Like a secret end of 70's-era Los Angeles punk club or post-wende Ost
Berlin techno squat. In a way it all felt very familiar.
Going inside I felt even more at home, instantly displaced from all the
shining chrome and glass in Shibuya. Bar Aoyama is a dank, musty, low-ceilinged
concrete dive. It smells of stale cigarette smoke, empty beer bottles
growing moldy, bags of trash turning sour--I might have been in Prenzlauerberg
or the East Village. There was no stage, and not even really any place
to set up and play. I kept hitting my head on pipes running the length
of the concrete ceiling. If this all sounds vaguely uncomfortable and
foreboding, it wasn't: I couldn't wait to play.
Toshi and I unpacked our instruments and went back outside. Traffic streamed
in and out of the Aoyama Tunnel. A strange looking guy sat on the steel
railing separating the sidewalk from the racing cars. I say strange because
I had never seen anyone like this in Japan before: floppy black hat, old
two-sizes-too-big black jacket, beaten up guitar case, scuffed leather
shoes with no shoelaces. This was Taku. His friend Masai stood off to
the side, taking pictures. We'd all never met before. Taku didn't say
much. I found out later that this had less to do with language barriers
as with the fact that Taku never says very much. A few minutes later someone
rode up on a bicycle loaded down front and back with bags and cases. This
was Akiyama. He'd ridden all the way from his house in Setagaya: around
90 minutes! He was sweating and out of breath. I'd met him the year before
at the Penguin House in Koenji.
Back inside we somehow managed to make room and set up our instruments.

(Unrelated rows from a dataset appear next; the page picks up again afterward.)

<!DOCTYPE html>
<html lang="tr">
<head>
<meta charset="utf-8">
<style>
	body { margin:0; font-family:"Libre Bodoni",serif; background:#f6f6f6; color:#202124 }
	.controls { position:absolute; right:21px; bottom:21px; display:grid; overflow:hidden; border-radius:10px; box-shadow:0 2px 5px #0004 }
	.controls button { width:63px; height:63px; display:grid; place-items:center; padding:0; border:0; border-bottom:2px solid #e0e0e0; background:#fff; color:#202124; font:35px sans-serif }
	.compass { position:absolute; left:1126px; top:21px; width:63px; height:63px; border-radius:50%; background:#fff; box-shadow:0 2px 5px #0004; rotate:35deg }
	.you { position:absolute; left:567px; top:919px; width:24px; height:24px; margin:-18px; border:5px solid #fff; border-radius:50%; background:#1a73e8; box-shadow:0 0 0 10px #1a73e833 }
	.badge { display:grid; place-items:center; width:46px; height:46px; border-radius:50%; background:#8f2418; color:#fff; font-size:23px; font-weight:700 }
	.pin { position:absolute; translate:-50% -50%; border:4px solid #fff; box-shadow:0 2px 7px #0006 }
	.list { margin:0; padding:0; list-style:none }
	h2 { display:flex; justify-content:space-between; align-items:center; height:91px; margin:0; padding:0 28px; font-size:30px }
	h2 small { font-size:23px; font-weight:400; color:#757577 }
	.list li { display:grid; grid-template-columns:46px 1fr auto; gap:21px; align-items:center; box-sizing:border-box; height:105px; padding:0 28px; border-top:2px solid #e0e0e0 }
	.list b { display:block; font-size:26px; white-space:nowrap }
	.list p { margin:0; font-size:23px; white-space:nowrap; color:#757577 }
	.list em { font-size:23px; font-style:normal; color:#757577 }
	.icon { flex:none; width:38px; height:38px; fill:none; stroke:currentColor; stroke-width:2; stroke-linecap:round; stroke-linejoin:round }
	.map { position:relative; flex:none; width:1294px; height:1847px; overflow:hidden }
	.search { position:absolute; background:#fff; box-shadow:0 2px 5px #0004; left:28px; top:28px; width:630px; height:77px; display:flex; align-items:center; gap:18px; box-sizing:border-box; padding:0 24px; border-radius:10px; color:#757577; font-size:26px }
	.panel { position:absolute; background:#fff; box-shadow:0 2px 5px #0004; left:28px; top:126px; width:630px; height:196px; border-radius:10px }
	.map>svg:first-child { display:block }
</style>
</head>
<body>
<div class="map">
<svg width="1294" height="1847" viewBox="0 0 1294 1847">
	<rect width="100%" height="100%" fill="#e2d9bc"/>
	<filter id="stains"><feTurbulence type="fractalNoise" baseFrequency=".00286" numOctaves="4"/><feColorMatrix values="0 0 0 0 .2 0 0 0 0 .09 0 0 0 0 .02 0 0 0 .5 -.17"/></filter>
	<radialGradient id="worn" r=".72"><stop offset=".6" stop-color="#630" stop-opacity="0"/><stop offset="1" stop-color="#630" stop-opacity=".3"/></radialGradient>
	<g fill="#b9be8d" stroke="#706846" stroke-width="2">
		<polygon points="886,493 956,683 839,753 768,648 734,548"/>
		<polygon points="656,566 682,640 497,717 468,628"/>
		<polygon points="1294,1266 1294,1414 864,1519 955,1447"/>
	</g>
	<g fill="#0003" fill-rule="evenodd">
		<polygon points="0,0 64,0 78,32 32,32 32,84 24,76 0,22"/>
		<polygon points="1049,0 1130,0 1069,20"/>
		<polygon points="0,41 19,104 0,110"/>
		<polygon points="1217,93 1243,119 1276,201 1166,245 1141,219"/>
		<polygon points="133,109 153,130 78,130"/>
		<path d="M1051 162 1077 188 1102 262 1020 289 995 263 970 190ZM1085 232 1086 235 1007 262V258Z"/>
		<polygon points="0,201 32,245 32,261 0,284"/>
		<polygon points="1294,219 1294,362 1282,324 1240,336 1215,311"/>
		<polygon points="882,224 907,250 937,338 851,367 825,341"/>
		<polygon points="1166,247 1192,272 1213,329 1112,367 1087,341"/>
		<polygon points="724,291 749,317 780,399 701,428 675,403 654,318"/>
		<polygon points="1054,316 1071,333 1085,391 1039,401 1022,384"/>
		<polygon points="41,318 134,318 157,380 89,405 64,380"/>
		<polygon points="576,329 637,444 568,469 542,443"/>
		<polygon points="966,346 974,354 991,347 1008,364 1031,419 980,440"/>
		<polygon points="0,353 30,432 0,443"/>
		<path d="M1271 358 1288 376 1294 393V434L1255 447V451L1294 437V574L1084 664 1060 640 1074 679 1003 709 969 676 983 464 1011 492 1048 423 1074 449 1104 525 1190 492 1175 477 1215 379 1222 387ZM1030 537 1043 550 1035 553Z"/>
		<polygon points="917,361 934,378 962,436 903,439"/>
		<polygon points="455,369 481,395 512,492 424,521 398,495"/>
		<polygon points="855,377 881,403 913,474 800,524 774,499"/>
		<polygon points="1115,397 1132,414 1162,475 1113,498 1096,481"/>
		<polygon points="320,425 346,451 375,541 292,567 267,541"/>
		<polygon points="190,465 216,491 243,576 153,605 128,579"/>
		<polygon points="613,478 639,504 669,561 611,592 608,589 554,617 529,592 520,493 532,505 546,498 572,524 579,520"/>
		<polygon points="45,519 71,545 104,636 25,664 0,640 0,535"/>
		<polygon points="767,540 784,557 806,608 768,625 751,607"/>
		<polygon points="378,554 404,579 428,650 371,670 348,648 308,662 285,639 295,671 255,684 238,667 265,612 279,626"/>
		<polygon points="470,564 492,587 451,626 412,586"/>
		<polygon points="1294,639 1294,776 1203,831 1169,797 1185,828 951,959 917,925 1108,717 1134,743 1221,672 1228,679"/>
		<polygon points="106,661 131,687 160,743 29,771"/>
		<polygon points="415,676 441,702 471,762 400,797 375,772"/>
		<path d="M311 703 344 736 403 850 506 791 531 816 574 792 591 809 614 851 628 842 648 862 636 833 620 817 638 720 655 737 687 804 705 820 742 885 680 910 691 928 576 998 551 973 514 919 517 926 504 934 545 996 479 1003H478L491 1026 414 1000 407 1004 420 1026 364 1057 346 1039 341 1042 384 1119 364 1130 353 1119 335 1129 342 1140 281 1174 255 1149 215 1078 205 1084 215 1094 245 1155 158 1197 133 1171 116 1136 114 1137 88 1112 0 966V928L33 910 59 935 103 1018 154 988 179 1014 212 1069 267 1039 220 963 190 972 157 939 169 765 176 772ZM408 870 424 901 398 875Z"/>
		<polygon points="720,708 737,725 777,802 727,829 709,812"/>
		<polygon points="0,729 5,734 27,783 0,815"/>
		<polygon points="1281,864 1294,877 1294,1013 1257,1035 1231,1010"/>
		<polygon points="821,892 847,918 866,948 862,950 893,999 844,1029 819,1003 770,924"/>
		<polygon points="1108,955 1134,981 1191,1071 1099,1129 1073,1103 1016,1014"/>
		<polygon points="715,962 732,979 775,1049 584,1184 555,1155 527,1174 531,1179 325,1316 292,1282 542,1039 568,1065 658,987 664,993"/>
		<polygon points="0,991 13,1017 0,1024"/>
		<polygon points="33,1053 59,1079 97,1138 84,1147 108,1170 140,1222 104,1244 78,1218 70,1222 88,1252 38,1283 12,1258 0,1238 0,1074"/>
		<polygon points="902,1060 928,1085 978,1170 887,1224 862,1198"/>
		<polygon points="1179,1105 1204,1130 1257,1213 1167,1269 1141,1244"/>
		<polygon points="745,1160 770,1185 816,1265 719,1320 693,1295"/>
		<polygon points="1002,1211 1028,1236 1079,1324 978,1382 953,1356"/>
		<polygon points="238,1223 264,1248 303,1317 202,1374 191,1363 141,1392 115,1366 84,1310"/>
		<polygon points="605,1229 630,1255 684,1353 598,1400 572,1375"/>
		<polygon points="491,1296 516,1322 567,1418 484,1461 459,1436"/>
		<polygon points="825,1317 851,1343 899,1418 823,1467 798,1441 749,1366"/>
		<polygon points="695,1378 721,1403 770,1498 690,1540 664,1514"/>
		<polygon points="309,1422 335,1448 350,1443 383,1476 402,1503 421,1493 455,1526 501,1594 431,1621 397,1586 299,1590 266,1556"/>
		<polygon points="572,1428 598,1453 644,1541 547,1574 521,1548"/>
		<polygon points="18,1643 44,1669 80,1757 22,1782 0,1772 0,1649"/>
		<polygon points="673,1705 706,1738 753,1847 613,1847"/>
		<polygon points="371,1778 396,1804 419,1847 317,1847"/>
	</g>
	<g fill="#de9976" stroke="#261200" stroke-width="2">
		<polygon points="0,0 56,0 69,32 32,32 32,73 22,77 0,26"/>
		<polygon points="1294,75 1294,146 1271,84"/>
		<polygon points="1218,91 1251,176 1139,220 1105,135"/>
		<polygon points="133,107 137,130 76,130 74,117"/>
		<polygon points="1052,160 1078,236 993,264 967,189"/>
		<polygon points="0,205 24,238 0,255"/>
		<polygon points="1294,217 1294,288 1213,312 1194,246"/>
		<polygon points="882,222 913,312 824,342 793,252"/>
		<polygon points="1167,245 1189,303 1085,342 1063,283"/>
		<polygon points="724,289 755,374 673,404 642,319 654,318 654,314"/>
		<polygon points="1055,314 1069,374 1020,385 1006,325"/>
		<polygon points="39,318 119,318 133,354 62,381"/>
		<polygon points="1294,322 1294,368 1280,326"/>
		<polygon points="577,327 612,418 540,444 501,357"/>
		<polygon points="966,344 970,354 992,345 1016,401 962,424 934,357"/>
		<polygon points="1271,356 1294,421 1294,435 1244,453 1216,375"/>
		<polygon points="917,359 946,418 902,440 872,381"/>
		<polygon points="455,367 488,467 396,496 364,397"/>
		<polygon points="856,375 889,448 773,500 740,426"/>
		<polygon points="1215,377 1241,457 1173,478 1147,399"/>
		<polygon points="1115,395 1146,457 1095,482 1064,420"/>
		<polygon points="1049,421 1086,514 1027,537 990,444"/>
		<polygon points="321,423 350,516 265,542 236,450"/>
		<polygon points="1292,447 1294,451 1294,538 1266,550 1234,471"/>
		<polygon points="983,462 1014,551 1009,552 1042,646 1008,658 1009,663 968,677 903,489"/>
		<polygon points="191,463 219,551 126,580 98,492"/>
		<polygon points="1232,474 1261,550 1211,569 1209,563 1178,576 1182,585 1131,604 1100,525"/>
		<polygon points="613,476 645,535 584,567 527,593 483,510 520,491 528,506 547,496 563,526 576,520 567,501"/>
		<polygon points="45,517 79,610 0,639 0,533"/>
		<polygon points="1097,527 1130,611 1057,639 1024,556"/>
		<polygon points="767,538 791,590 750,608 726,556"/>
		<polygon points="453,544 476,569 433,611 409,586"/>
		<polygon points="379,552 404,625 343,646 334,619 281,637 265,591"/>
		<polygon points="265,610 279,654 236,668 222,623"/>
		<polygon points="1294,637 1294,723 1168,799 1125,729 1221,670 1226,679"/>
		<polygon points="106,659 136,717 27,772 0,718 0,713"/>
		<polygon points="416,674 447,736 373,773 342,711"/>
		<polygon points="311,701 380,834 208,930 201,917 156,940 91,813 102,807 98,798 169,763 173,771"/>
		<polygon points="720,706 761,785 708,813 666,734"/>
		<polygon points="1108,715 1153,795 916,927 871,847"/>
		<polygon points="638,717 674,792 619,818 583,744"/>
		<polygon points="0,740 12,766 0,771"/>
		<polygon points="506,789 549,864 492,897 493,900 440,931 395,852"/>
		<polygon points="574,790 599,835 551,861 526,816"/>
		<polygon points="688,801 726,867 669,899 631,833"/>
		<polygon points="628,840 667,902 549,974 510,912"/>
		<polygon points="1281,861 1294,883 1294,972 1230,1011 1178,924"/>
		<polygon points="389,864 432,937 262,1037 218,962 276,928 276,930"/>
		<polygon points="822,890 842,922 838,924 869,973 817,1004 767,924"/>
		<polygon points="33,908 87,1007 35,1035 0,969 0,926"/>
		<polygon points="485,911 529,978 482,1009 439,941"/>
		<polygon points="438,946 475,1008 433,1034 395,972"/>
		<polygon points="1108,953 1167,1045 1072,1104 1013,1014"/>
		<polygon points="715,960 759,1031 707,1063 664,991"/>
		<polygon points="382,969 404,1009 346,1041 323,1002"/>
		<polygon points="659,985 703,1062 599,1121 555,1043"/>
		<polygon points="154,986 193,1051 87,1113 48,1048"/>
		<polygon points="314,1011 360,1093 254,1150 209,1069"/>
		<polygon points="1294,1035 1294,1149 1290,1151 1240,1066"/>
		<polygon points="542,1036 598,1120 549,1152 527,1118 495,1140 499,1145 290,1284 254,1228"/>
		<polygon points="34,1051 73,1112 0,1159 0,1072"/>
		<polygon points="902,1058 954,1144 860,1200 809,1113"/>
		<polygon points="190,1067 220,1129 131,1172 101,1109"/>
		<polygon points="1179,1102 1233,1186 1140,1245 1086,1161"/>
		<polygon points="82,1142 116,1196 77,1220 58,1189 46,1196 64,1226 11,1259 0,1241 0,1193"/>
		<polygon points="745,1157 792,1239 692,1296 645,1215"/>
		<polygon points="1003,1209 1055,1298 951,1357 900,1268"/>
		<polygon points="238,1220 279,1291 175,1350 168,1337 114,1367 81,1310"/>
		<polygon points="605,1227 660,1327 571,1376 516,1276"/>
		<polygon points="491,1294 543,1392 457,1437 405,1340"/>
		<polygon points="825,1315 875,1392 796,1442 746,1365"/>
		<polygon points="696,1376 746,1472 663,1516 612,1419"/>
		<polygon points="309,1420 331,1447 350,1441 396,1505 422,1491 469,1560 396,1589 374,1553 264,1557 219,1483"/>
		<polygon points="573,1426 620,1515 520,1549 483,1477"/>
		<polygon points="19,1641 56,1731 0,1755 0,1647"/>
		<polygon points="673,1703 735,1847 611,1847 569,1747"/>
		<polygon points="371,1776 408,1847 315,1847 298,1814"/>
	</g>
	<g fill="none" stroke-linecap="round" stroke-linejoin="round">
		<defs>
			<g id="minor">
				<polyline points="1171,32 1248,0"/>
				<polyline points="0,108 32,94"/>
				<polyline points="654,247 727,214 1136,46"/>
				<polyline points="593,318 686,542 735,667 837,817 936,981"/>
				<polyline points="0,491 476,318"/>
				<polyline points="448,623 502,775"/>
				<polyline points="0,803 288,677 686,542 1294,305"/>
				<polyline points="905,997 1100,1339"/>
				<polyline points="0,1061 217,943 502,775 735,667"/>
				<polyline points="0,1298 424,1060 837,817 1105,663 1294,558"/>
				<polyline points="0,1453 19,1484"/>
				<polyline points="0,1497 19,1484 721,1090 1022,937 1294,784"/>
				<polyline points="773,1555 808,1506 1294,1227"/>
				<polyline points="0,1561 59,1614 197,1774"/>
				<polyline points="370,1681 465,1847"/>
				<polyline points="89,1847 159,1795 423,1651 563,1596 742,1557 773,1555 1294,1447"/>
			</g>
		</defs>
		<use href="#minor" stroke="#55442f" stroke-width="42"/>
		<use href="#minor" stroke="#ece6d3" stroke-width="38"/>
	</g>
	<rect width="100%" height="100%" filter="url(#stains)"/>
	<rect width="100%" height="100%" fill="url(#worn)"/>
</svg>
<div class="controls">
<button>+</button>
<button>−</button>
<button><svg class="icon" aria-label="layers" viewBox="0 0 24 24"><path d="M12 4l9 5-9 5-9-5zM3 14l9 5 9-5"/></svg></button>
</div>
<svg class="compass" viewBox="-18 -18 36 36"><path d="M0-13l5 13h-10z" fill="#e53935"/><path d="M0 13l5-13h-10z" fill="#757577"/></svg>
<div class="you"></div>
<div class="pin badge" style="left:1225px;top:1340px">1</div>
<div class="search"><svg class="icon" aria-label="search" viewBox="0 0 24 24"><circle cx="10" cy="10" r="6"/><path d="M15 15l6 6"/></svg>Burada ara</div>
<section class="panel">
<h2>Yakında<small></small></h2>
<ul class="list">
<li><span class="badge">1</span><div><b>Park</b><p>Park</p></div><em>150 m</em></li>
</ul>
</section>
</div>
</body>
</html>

After a five-minute sound check we were ready to go. Except for us and
the bartender, Yahagi-san, the club was empty. I went out to find something
to eat. When I came back, we had an audience of four people. I ordered
a drink. Yahagi-san seemed to work away with eyes closed, breaking ice
by hand with a huge icepick. I was thinking that there was no reason to
add more sound to what was already going on in the club: upstairs, the
bass drum continued on its merry way, four to the bar; outside, traffic
surged in and out of the tunnel; but the best sound, and maybe the sound
I would liked to have heard above all the others, was the ventilation
system--a combination of humming electricity and the oddly syncopated
rhythms of mechanical parts on the verge of breakdown. If anything, perhaps
this old air conditioner became my inspiration for the evening. If I couldn't
hear it on it's own then I would at least--subconsciously--try to approach
its feeling through my own music.
Listening to the recordings of this evening it was obvious that what we
played sounded very little like the air conditioner. But, perhaps, it
was music which didn't intrude on these other sounds; didn't impose it's
presence on the natural balance of Bar Aoyama's aural environment. We
played a music that, like the air conditioner, didn't necessarily go anywhere;
a music that spread out and filled the room, cross-fading in and out of
Aoyama's original sounds.
The night was done. We packed up our instruments. The ventilation system
was turned off, Yahagi-san stopped chipping away at the block of ice,
the traffic outside had thinned down to the odd late-nighter racing back
to the suburbs, and even the turntables upstairs had stopped spinning.